I have always enjoyed living in an area where we have four seasons in a year, with those seasons lasting three months each according to the calendar. Sometimes the temperatures from one season may linger over into the next a bit much, and we get frustrated and long for a change. Maybe that's why I'm frustrated with this season in my life--I'm ready for a change. I'm ready to be well.
Several people have described breast cancer treatment to me as just a "major inconvenience" in their lives as they look back on it now from the survivor standpoint. As I am in the midst of it, it is more than an inconvenience in my opinion. It is all-controlling and consuming at times, and right before my chemo treatments, it is particularly overwhelming.
Yes, I am very anxious about my upcoming treatment on Thursday--mainly for the punch that the tiny red bag of Adriamycin will deliver to me. It knocked me off my feet the last time, and I didn't REALLY feel good for about five days. That's a long time. After the five days had passed, I felt good, though, and there was no fatigue like I had with my previous treatments. Woo hoo! Something to look forward to!
Chemo nausea is debilitating, and even throwing up doesn't help. Although they promise to give me additional drugs to help with nausea this time, and I'm well prepared with prescriptions, staying on top of queasiness is not easy. It can hit you when you least expect it, and it's unpredictable as to duration and strength. That's why my purse does double-duty as a pharmaceutical arsenal these days--it's full of anti-nausea meds, Sea Bands and Scop patches.

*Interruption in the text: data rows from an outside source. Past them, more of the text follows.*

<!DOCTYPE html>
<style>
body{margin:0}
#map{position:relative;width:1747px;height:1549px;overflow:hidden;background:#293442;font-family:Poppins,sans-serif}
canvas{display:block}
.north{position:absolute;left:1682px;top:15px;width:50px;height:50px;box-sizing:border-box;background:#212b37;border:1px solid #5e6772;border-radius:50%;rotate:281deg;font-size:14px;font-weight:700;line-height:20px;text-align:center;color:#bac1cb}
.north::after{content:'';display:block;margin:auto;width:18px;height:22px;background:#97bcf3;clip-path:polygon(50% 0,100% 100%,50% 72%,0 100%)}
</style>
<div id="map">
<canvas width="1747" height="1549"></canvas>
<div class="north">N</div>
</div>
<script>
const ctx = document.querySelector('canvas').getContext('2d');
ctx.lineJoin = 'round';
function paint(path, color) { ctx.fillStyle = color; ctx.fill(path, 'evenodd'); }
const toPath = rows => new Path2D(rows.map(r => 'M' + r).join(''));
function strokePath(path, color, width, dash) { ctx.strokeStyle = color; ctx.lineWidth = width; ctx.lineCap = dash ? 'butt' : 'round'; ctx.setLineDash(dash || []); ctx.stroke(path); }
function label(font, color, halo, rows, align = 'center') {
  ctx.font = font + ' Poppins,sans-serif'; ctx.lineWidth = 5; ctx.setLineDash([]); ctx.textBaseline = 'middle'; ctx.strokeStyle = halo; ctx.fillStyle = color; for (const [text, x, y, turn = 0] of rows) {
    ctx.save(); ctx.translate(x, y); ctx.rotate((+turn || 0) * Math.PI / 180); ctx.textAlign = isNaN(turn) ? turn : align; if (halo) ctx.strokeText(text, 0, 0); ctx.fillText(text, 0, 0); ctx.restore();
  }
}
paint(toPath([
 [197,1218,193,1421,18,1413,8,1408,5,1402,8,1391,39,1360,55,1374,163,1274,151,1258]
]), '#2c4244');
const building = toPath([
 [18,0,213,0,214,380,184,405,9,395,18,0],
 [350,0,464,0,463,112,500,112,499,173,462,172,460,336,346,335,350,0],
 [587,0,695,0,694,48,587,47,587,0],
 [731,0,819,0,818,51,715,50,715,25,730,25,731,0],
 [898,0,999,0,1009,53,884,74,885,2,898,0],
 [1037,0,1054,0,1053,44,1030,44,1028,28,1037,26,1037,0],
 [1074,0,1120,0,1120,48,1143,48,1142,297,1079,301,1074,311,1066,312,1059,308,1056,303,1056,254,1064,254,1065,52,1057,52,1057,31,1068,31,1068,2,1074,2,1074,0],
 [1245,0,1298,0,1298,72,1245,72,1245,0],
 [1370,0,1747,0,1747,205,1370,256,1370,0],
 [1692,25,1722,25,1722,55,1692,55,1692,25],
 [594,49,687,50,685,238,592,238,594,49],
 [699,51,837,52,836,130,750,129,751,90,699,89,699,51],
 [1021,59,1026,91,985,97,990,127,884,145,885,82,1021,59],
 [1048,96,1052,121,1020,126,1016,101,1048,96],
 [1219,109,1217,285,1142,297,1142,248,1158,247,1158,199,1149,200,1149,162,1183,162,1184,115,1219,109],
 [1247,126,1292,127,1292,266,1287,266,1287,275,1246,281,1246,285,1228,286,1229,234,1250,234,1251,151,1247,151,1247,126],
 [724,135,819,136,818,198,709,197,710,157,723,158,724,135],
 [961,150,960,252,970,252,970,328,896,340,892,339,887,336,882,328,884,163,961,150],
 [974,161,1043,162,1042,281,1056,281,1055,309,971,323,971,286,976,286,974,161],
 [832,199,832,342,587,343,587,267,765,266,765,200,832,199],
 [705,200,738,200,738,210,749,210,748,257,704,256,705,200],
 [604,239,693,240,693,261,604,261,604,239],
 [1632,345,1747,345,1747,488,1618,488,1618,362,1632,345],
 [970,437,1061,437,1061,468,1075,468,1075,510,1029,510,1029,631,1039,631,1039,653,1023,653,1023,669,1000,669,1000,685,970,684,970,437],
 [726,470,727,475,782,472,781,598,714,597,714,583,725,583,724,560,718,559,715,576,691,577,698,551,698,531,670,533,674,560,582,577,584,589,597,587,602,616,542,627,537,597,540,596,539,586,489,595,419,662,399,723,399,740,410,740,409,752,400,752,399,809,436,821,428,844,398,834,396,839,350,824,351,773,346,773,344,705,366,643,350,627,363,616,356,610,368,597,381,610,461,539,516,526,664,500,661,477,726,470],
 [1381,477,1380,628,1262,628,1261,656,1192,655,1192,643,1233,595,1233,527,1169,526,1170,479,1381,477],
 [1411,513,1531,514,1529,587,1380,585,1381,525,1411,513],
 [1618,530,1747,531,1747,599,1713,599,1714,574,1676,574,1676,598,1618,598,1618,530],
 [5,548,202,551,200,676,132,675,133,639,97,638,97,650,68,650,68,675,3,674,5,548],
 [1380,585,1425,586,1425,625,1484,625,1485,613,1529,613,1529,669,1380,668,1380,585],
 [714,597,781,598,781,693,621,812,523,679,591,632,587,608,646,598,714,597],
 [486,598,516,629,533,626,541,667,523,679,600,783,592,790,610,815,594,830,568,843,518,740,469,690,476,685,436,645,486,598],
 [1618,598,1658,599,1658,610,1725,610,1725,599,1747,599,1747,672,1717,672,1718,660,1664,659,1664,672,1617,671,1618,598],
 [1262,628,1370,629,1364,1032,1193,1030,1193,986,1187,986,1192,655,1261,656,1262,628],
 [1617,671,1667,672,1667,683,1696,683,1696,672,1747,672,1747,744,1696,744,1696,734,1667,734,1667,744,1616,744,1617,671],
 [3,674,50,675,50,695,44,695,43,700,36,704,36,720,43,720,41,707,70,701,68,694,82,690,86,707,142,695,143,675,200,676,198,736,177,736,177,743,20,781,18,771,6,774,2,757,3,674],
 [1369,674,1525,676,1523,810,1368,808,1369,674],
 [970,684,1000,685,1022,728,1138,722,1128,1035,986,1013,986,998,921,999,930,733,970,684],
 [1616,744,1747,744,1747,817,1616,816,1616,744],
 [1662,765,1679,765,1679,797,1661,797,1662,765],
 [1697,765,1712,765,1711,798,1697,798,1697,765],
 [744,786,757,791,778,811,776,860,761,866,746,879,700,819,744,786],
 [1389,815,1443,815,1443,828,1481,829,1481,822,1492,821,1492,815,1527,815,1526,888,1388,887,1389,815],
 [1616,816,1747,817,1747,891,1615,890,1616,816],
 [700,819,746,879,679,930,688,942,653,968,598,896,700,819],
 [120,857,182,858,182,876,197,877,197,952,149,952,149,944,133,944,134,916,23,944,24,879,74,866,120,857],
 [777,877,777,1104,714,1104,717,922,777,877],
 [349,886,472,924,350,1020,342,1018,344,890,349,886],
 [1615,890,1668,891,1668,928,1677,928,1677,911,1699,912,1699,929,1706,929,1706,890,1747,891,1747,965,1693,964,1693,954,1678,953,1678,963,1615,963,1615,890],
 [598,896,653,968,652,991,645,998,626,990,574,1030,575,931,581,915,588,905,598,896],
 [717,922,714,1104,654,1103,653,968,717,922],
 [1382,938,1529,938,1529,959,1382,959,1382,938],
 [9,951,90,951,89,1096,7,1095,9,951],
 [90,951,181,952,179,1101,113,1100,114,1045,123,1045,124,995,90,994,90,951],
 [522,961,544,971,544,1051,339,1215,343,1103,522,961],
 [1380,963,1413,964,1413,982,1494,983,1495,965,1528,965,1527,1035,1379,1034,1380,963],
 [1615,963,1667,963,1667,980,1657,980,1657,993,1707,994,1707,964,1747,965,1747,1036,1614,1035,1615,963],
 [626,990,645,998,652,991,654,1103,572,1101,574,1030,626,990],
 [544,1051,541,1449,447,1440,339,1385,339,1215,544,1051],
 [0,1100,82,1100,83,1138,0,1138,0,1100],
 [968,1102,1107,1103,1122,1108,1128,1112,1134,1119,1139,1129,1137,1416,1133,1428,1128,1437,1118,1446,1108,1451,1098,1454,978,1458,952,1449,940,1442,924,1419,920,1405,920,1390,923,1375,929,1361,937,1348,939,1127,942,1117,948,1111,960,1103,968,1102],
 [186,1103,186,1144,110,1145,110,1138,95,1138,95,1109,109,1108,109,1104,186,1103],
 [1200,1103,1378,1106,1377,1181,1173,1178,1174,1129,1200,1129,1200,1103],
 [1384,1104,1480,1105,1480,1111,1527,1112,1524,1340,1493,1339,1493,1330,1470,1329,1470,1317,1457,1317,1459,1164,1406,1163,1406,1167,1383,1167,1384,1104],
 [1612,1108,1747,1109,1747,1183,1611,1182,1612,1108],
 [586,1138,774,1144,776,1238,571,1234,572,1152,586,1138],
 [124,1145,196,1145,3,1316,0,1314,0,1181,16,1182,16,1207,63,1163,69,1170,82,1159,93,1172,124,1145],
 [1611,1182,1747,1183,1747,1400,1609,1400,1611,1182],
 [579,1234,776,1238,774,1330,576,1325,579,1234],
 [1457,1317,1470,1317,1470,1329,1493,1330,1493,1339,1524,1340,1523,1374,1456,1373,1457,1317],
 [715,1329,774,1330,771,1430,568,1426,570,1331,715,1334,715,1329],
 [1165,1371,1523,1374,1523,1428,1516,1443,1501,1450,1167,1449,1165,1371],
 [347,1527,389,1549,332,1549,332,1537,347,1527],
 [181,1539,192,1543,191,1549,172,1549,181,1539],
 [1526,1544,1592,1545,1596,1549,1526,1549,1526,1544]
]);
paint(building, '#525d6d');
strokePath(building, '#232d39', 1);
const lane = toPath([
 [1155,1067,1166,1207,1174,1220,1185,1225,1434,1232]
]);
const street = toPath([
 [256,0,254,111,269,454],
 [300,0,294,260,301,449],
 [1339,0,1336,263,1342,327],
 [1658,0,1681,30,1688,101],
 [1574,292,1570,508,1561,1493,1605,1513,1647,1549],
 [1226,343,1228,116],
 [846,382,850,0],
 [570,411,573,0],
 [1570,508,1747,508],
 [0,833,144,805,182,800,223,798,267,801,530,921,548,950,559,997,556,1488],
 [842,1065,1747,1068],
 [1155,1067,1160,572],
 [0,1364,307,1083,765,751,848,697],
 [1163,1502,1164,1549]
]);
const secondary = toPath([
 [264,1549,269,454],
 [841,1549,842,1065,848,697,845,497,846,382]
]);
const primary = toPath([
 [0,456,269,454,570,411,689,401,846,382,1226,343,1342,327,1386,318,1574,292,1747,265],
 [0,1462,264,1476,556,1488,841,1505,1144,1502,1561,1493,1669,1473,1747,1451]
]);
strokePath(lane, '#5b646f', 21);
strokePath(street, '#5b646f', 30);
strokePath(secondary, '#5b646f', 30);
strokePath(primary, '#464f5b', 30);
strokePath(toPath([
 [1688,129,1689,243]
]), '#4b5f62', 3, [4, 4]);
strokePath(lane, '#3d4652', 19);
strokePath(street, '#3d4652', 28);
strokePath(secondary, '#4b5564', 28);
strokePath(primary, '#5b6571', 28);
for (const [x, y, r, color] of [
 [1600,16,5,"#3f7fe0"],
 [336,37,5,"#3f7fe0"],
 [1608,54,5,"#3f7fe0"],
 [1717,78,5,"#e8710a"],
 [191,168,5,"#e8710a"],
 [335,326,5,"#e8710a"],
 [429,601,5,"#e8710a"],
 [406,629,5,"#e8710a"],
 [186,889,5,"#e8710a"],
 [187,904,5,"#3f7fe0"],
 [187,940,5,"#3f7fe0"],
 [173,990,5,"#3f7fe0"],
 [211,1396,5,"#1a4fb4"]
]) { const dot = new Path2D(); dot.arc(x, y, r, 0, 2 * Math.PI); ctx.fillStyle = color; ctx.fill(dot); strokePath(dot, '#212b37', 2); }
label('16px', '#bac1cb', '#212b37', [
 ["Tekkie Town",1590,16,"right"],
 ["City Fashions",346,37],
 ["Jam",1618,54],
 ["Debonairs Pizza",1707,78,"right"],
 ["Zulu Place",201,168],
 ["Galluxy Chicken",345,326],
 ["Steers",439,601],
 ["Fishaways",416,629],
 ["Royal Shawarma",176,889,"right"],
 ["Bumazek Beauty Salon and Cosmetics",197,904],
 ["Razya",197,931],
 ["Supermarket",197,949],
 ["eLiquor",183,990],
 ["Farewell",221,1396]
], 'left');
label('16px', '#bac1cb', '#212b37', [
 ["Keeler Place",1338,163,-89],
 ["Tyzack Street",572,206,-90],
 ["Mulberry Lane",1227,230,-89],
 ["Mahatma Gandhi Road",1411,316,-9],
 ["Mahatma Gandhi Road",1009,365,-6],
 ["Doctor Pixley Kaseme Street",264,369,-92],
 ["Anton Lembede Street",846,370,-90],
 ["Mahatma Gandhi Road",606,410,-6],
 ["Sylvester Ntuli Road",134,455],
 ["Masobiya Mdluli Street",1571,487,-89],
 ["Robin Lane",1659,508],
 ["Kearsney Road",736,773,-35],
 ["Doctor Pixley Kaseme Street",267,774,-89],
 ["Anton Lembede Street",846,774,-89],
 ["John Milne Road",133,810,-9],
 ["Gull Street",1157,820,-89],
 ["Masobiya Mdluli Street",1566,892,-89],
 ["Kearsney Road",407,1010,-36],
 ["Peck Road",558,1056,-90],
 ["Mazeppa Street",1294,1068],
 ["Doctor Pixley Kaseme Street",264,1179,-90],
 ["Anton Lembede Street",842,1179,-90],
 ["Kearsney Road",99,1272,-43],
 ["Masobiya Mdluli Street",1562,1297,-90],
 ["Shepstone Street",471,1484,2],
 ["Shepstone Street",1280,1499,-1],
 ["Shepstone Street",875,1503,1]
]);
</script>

For the past four months, I've been very careful about being out and around the public during cold and flu season, and I've still caught a cold and had a stomach bug. I'm hoping I miss any of the bigger bugs that are out there, but I'm so ready not to have to worry about things like that. White and red blood counts are so important to not only my health, but they also dictate whether I can get chemo as scheduled, and fortunately, I've been normal or close to normal each time I've had my blood checked.
I'm sad to report that the silky, inch-long hair on my head that has been growing steadily since my head was shaved has just started to fall out again in the past couple of days. I was encouraged that these remnants of hair had lasted through the four rounds of Taxol and up until day 17 or 18 after this 5th round of chemo, but I suppose Cytoxan and Adriamycin had to make their mark on me in more ways than one. Several (well, two) of my guy friends have said they think I've never looked better. One actually called me "hot", and that's a stretch because I've never been hot in my entire life. It's the wig guys, and maybe it's a comment on the hairstyle I wore for more than 20 years, but I won't even have an opportunity to change hairstyles until I have some hair to change in the first place. That may be sometime during 2012 at this rate!
I remember back in August when it was so intensely hot here, and it really was miserable in Arkansas that month. Everyone wanted cooler weather, and it was such a relief when it came. And recently we've had frigidly cold temperatures with more than a little snow and ice, and just about everyone I know is ready for Spring. To add to it, the past few days have been such a blessing with tulips, hyacinths and daffodils peeking through the ground promising us of what they know will come soon.
And although I consider myself one of the lucky ones who is a survivor and I know that my treatment has an end in sight, I'm ready for this season of my life to be completed. I'm weary of the funny little tricks chemo plays on cancer patients. I'm so ready for a change for the better and just for me to be better. A season should know when it's time for a change and when it's over-stayed its welcome.